WHAT IS EXPECTED:
Going line by line through the material below, tally those that contain the word "JSON" and give the count by itself.

INFORMATION PROVIDED:
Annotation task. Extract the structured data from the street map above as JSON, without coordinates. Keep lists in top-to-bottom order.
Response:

...

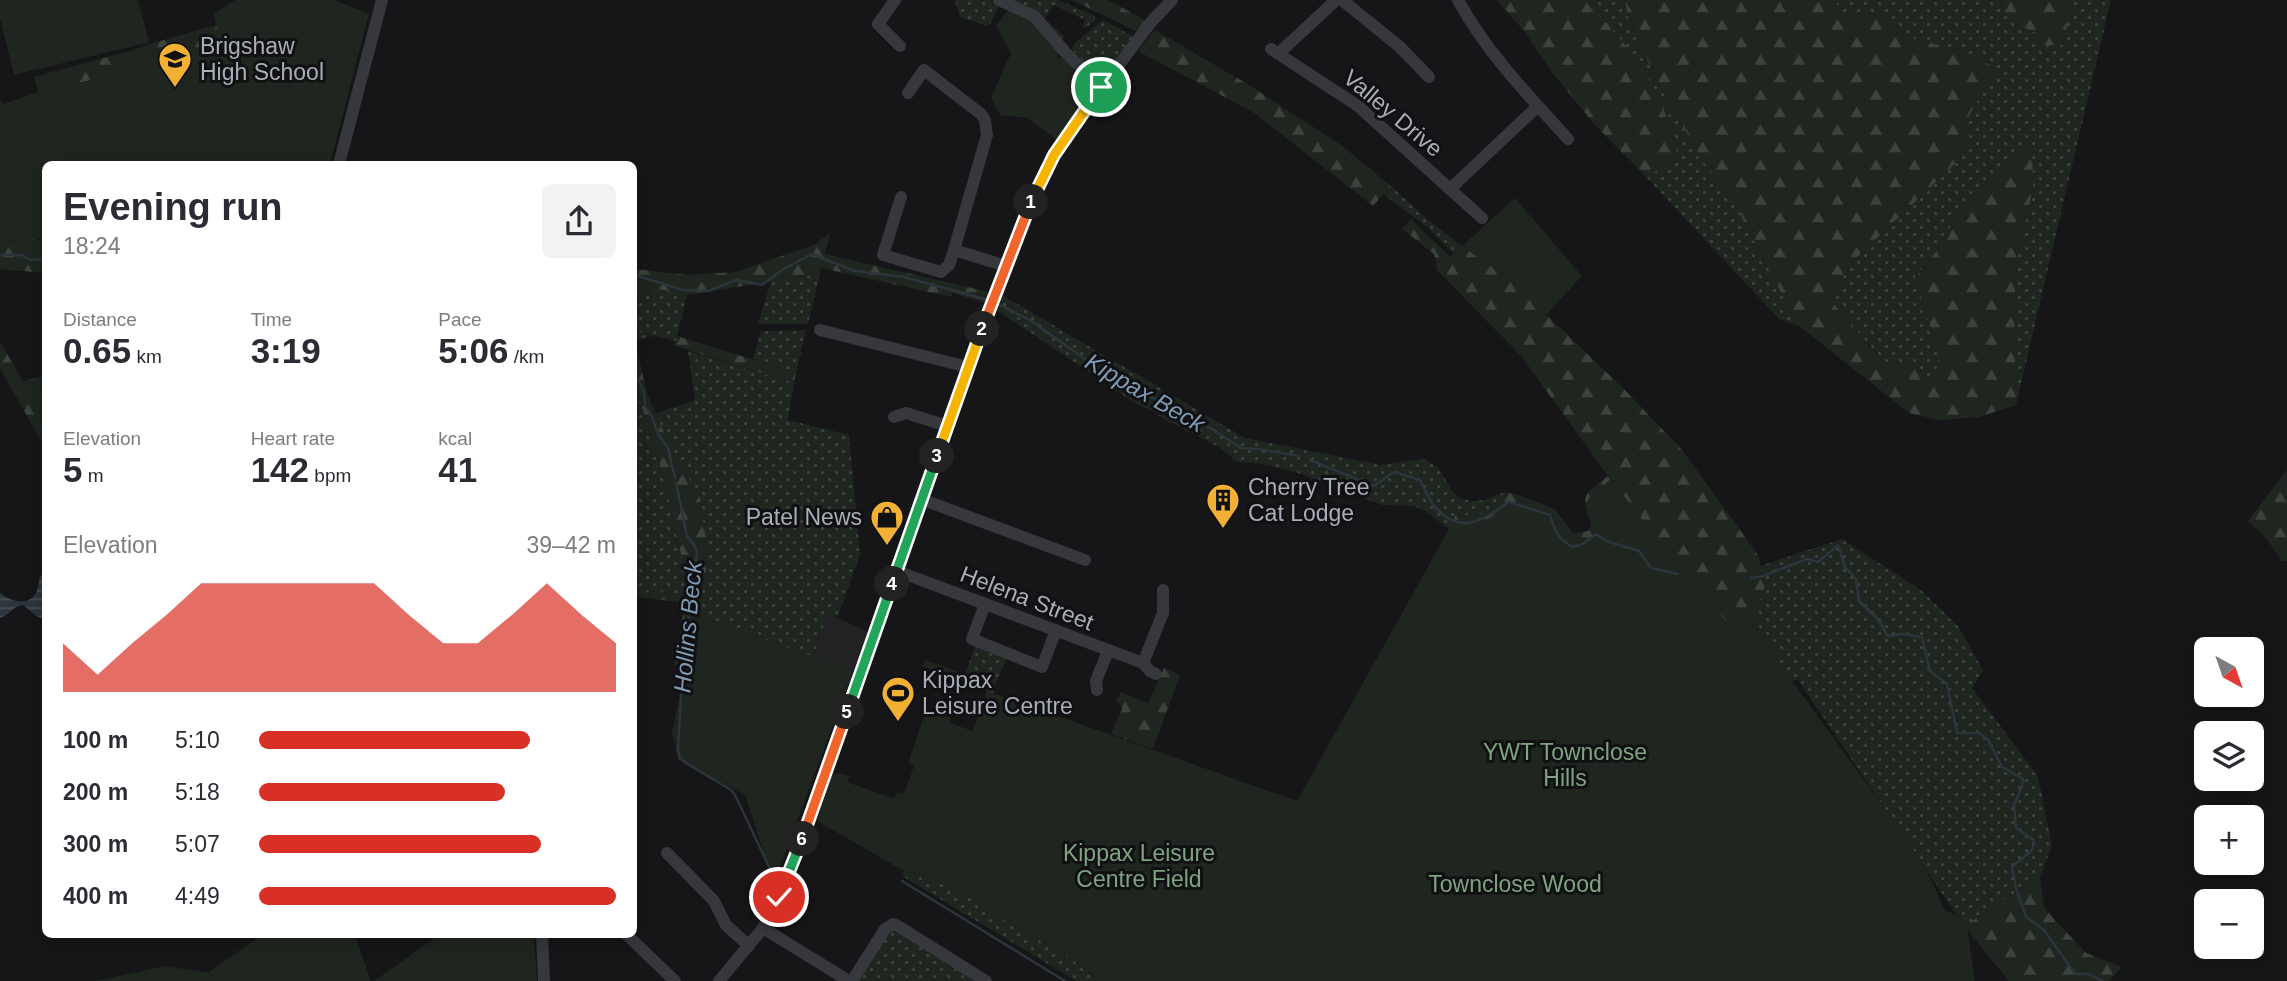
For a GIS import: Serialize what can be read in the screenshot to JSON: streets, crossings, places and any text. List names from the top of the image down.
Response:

RESULT FOR THIS EXERCISE:
2